Es gibt wohl nichts Flüchtigeres als ein Feuerwerk. Es wirkt allein im Moment, Vergangenheit und Zukunft sind ihm fremd. Vielleicht ist es gerade deswegen so tauglich, dazu anzuregen, über die Zeit nachzudenken. Zumindest, wenn man so mit ihm umgeht, wie Sandra Kranich das tut. 1971 in Ludwigsburg geboren, lebt sie seit langem in Frankfurt. Sie studierte bei Heiner Blum an der Hochschule für Gestaltung in Offenbach und bei Thomas Bayrle an der Städelschule in Frankfurt. Zum Ende ihres Studiums machte sie eine Ausbildung als Feuerwerkerin. Seitdem beschäftigt sie sich mit ihrem höchst vergänglichen Medium zwischen Zufall und exakter Planung, von geometrischem Wunder und willkürlicher Explosion, von situativem Effekt und ewiger Dauer.

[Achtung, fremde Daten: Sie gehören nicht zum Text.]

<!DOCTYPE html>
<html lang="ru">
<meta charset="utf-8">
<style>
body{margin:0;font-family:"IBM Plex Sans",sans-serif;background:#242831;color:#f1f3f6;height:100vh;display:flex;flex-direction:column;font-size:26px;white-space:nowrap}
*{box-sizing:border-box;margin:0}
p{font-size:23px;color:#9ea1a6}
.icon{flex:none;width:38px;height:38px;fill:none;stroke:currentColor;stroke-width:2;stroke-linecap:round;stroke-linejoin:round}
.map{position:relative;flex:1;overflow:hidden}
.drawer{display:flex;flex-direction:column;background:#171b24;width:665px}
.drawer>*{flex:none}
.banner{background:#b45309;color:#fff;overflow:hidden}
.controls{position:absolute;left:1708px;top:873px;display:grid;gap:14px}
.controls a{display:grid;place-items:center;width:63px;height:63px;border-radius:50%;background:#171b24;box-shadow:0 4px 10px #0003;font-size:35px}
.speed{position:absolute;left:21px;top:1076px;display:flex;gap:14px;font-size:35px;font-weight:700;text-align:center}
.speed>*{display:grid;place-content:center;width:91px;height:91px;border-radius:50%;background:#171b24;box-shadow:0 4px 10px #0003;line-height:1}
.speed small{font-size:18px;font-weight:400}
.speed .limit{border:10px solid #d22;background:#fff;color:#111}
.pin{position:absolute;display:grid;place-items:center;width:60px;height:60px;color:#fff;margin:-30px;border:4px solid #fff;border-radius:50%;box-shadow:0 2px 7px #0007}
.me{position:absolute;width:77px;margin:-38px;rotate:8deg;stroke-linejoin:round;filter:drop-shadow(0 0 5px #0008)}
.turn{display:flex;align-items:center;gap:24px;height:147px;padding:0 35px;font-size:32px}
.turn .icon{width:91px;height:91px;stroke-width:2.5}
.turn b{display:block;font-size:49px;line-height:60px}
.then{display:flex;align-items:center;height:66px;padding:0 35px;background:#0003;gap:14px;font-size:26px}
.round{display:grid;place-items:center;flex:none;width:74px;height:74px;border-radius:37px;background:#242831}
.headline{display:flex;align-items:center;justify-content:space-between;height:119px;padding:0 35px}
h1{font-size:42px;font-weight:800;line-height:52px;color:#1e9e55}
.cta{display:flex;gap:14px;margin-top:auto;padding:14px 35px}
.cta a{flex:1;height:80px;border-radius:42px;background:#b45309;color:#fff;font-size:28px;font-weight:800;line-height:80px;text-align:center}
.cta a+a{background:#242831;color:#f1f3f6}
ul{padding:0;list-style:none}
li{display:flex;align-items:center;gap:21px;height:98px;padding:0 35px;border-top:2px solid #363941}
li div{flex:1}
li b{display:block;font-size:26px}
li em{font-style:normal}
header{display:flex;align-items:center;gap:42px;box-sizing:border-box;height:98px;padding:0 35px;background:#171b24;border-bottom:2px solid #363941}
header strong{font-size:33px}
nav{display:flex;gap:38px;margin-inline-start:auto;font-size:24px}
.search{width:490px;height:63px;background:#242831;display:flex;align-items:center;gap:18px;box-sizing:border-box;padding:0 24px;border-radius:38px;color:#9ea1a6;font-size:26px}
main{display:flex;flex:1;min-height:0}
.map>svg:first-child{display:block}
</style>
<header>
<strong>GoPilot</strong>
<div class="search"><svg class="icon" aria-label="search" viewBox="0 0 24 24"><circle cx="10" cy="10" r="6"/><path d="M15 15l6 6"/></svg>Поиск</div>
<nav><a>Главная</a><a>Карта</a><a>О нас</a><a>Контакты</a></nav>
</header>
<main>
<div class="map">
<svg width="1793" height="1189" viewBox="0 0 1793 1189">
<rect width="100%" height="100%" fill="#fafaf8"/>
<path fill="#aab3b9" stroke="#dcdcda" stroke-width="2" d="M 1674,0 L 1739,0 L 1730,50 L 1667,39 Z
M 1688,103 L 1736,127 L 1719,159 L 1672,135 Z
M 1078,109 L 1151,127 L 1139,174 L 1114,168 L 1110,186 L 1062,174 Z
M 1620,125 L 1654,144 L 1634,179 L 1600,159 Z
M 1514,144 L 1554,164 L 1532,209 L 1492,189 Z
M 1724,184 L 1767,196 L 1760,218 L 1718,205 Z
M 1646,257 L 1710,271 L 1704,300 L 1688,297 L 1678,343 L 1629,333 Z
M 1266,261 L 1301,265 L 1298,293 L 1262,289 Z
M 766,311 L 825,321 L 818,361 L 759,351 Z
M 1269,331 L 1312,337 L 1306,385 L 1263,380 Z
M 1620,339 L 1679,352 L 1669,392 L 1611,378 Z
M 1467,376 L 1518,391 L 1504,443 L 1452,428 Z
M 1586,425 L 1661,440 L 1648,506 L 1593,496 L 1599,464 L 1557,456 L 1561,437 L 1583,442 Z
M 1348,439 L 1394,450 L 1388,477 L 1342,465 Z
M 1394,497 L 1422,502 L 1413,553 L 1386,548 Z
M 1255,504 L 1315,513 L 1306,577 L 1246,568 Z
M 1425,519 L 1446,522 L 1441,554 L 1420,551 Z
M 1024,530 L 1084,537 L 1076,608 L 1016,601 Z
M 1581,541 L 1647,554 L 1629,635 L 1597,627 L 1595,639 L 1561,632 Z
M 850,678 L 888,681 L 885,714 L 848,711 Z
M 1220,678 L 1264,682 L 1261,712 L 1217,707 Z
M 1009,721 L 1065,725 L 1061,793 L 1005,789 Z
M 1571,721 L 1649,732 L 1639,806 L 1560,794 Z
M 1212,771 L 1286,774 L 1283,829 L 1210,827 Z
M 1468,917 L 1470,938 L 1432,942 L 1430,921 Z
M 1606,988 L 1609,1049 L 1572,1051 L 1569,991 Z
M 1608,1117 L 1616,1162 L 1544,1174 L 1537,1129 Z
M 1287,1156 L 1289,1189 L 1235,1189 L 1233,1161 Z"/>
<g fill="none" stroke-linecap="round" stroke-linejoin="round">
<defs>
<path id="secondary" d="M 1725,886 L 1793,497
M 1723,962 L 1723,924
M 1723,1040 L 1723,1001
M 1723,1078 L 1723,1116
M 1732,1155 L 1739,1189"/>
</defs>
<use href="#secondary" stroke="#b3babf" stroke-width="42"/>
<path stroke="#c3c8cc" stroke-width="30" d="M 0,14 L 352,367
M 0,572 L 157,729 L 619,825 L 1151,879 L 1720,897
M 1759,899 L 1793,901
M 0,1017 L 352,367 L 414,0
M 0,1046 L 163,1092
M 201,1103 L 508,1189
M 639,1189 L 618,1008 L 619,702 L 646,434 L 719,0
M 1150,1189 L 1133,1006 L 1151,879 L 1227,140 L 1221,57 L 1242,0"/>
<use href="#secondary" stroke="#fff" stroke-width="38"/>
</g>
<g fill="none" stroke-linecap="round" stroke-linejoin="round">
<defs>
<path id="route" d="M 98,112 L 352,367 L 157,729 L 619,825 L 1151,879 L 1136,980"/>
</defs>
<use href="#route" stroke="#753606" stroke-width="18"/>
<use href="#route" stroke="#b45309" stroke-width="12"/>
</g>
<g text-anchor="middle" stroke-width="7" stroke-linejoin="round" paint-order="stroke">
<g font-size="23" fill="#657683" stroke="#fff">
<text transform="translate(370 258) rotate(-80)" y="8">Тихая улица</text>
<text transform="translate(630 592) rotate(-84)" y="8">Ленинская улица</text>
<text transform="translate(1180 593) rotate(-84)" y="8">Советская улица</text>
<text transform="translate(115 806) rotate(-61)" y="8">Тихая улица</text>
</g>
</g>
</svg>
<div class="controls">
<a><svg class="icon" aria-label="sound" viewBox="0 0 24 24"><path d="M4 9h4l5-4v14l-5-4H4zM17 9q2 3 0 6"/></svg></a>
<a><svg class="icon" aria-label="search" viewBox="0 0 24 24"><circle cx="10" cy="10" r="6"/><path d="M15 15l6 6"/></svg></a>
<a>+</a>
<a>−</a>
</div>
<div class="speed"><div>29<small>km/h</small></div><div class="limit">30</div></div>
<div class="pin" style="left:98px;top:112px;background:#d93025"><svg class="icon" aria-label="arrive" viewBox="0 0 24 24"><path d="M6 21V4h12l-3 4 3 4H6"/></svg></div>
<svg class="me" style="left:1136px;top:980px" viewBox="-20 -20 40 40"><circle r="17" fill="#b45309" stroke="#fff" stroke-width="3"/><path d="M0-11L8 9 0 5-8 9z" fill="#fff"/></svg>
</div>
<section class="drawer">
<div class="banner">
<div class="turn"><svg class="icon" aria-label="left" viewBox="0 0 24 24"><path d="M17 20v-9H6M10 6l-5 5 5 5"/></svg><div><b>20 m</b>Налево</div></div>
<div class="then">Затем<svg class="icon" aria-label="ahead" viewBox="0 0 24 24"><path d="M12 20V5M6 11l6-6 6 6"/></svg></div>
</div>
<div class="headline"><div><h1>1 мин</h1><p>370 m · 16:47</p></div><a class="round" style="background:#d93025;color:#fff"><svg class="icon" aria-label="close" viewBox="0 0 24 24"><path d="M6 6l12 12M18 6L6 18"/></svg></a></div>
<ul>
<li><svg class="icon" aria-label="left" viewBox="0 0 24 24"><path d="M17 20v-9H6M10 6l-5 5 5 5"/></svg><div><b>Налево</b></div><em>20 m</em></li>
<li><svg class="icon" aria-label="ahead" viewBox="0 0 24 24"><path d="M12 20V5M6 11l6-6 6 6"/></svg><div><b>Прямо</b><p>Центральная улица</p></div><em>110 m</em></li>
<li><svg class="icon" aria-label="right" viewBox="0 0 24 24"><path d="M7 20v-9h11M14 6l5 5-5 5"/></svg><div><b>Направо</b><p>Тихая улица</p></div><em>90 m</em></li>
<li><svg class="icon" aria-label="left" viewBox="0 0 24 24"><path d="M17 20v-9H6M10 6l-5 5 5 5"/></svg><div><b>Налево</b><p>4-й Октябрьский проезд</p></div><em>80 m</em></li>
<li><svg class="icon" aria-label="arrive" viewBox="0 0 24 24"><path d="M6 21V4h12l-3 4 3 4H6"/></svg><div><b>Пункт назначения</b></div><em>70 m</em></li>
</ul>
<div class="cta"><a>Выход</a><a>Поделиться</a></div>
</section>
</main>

Ewige Dauer? Aber ja doch! Sandra Kranich gelingt es mit ihren Knalleffekten, auch diese herzustellen. Dabei bedient sie sich verschiedener Medien, unter anderem der Fotografie und des Films. Vier davon sind bis 28. Mai nebst zahlreichen Fotografien im Kunstraum der DZ-Bank zu sehen. Entstanden sind sie 2009, nachdem ein Brand zahlreiche Werke des 1980 verstorbenen Brasilianers Helio Oiticica vernichtet hatte. Sandra Kranich hat Gouachen nach seinen Motiven angefertigt, auf denen sie kleine Feuerwerke installierte. Indem sie diese Filme aber rückwärts abspielt, verkehrt sich der Effekt der Zerstörung: Aus den Brandresten ersteht das Werk quasi aus dem Nichts heraus. Überhaupt sind diese von Zischen und Knallen unterlegten Filme von zauberhafter Anmut: etwa die sich beim Brennen verlängernde Lunte, oder aber der Rauch, der sich nicht ausbreitet und ins Unsichtbare verdünnt, sondern in einem umgekehrten Qualmeffekt zu einem Konzentrat verdichtet.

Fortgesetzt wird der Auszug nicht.